Task objective: Although the data below holds other lines too, output only those from the line with "display:grid; place-items:center; width:51px;" up to and including the line with "display:flex; align-items:center; gap:15px;", exactly as they appear.

##### Exercise data

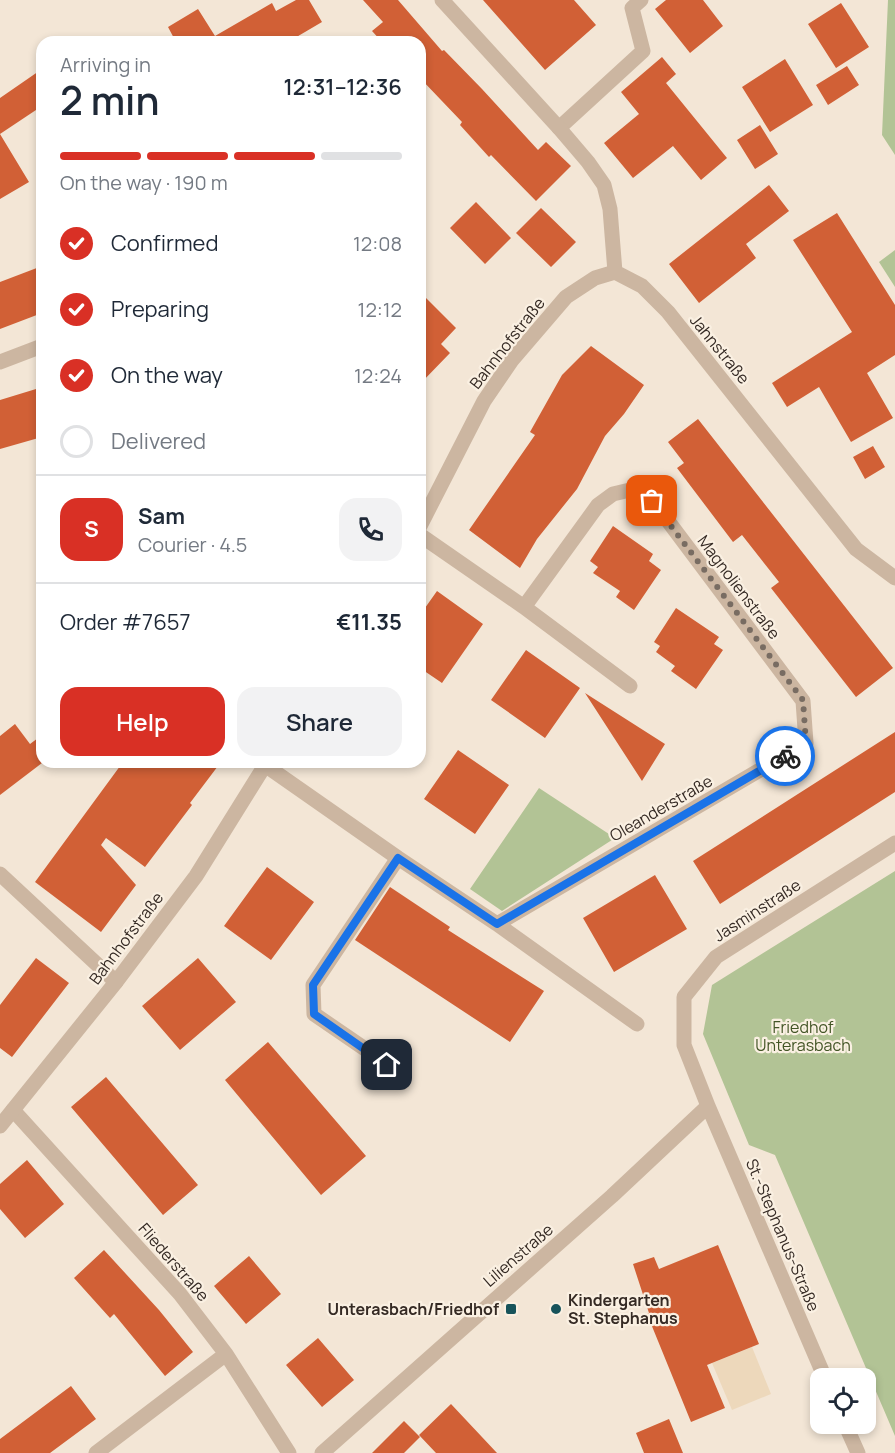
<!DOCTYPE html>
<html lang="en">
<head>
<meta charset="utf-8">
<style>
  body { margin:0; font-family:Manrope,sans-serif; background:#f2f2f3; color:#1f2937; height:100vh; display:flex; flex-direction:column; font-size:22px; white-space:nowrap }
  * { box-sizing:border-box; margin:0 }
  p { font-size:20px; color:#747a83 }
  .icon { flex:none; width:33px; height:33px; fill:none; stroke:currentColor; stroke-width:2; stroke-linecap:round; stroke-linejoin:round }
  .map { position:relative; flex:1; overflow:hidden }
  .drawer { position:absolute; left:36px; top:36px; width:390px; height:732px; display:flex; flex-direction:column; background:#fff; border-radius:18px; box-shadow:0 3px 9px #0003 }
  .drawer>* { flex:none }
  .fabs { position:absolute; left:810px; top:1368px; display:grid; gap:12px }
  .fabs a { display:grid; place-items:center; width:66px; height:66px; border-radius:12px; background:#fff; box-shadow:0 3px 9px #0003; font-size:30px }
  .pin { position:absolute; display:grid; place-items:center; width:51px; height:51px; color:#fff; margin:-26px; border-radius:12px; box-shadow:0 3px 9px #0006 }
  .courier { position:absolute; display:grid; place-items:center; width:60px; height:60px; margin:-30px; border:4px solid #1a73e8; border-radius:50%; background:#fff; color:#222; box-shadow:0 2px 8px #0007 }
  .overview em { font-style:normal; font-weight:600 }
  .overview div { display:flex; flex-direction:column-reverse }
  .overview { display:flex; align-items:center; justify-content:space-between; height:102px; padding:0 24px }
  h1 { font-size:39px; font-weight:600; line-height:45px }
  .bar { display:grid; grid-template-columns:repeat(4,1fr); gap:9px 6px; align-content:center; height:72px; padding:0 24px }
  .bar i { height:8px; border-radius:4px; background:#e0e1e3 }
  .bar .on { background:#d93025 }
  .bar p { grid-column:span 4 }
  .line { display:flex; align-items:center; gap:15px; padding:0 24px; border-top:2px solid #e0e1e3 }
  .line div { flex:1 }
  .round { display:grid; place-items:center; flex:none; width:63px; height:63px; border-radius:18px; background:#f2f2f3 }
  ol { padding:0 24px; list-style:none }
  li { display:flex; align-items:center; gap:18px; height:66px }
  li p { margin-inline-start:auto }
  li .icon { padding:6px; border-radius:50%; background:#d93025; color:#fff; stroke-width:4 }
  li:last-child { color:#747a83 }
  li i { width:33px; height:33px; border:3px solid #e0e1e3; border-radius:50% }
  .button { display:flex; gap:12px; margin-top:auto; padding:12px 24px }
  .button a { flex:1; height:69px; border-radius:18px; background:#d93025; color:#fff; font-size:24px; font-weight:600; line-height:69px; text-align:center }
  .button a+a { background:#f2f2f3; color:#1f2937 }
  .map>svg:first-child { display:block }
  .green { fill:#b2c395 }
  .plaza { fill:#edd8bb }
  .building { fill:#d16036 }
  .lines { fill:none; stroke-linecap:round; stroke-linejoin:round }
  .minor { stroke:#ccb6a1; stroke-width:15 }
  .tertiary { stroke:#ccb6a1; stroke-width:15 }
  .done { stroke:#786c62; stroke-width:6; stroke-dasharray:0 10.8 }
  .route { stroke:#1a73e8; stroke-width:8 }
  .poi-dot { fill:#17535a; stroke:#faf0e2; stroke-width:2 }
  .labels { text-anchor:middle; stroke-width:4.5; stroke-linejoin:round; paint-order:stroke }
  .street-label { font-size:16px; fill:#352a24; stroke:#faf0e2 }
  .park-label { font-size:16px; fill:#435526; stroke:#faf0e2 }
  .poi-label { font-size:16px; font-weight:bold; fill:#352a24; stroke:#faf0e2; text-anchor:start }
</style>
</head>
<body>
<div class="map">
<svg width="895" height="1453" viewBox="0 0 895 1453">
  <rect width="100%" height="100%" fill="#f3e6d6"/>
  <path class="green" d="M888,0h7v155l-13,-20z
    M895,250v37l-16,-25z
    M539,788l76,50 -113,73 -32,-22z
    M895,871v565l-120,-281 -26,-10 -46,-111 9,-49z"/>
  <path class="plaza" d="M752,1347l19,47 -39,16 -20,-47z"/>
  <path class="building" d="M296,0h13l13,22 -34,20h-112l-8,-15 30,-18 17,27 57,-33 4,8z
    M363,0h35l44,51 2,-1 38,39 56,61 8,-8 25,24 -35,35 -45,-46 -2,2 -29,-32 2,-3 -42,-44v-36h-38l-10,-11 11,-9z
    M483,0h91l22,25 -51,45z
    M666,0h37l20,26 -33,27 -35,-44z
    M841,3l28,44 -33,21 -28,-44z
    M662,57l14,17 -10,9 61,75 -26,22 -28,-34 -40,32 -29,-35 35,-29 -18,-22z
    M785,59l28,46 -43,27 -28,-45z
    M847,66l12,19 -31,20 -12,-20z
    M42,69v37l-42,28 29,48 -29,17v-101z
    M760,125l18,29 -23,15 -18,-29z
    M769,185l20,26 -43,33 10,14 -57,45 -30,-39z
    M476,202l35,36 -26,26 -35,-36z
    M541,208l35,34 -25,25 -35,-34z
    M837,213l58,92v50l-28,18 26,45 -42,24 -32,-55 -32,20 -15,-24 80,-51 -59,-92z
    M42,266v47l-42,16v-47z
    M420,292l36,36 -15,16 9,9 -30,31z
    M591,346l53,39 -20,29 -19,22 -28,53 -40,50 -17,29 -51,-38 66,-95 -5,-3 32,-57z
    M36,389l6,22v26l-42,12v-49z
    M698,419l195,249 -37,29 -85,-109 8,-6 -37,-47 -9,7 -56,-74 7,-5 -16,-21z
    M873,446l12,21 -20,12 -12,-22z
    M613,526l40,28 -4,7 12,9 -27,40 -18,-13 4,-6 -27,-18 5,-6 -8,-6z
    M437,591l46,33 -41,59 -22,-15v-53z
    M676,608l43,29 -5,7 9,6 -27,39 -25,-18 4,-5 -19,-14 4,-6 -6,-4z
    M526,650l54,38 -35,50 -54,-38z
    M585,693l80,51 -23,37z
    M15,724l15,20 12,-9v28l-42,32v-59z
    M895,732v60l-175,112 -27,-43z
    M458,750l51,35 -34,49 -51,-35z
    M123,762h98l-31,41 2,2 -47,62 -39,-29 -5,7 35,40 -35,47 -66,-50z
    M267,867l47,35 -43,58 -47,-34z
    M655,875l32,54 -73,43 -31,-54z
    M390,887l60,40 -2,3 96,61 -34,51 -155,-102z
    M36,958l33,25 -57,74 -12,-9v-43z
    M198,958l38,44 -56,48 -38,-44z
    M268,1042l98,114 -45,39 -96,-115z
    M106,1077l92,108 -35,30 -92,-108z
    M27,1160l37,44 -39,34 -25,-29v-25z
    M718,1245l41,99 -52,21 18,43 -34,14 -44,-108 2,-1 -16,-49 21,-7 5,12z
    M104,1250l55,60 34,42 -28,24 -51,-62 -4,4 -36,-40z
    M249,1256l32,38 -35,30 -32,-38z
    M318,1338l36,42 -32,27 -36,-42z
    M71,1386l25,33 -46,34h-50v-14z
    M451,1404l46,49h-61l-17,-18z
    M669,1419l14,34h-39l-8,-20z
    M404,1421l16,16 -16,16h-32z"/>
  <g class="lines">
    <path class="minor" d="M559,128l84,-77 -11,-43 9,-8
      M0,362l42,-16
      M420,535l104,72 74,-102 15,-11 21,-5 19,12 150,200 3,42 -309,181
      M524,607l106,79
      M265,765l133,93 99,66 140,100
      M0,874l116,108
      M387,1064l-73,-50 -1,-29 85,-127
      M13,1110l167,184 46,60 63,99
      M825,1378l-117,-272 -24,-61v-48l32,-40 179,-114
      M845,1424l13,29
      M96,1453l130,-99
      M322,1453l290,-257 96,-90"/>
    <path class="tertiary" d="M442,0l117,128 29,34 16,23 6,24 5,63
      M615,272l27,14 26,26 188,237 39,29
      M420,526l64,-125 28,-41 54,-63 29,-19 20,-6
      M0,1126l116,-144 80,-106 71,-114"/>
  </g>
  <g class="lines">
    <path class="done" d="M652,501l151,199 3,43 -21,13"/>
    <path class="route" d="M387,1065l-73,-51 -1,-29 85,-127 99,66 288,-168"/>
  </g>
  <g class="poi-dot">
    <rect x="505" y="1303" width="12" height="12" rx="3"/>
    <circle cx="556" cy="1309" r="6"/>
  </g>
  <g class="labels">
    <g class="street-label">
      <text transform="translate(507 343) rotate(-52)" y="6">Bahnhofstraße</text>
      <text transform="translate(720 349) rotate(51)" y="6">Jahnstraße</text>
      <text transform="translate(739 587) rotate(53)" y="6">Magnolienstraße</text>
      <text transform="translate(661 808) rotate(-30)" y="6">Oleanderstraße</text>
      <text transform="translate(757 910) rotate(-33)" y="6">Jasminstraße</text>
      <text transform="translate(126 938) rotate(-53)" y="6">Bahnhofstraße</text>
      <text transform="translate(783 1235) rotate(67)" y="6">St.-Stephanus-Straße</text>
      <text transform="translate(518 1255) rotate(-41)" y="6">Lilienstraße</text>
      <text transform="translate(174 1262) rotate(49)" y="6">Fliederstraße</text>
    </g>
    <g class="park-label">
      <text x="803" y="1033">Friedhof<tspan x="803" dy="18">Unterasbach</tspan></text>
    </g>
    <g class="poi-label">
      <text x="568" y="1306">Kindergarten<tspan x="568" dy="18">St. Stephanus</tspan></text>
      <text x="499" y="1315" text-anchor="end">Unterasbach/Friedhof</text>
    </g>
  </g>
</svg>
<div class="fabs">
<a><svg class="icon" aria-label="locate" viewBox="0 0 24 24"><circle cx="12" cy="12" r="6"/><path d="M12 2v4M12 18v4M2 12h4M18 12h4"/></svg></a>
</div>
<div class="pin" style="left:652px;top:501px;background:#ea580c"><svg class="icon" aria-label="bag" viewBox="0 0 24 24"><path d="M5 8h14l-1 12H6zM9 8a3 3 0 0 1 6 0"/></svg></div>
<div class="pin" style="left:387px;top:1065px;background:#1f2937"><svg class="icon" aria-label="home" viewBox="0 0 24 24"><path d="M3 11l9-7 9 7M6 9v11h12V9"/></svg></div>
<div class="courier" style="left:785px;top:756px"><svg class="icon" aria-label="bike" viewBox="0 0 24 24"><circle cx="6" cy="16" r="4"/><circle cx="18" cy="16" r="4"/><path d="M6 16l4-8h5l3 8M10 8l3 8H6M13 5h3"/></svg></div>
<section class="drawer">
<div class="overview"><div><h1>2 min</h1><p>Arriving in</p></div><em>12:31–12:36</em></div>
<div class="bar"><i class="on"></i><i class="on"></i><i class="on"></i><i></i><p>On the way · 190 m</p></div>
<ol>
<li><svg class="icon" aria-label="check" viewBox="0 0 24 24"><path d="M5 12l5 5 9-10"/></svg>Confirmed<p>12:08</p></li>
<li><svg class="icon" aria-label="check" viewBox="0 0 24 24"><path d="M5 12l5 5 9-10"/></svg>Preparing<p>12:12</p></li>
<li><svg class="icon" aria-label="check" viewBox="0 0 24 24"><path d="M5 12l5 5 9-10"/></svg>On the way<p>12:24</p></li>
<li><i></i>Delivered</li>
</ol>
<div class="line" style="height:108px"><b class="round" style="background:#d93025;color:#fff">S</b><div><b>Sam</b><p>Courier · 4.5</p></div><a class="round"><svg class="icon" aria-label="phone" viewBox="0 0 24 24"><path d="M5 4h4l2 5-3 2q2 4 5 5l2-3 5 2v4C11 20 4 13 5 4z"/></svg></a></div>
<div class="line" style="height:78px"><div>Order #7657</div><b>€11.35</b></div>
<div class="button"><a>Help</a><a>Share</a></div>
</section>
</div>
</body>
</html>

##########

Exercise solution:
  .pin { position:absolute; display:grid; place-items:center; width:51px; height:51px; color:#fff; margin:-26px; border-radius:12px; box-shadow:0 3px 9px #0006 }
  .courier { position:absolute; display:grid; place-items:center; width:60px; height:60px; margin:-30px; border:4px solid #1a73e8; border-radius:50%; background:#fff; color:#222; box-shadow:0 2px 8px #0007 }
  .overview em { font-style:normal; font-weight:600 }
  .overview div { display:flex; flex-direction:column-reverse }
  .overview { display:flex; align-items:center; justify-content:space-between; height:102px; padding:0 24px }
  h1 { font-size:39px; font-weight:600; line-height:45px }
  .bar { display:grid; grid-template-columns:repeat(4,1fr); gap:9px 6px; align-content:center; height:72px; padding:0 24px }
  .bar i { height:8px; border-radius:4px; background:#e0e1e3 }
  .bar .on { background:#d93025 }
  .bar p { grid-column:span 4 }
  .line { display:flex; align-items:center; gap:15px; padding:0 24px; border-top:2px solid #e0e1e3 }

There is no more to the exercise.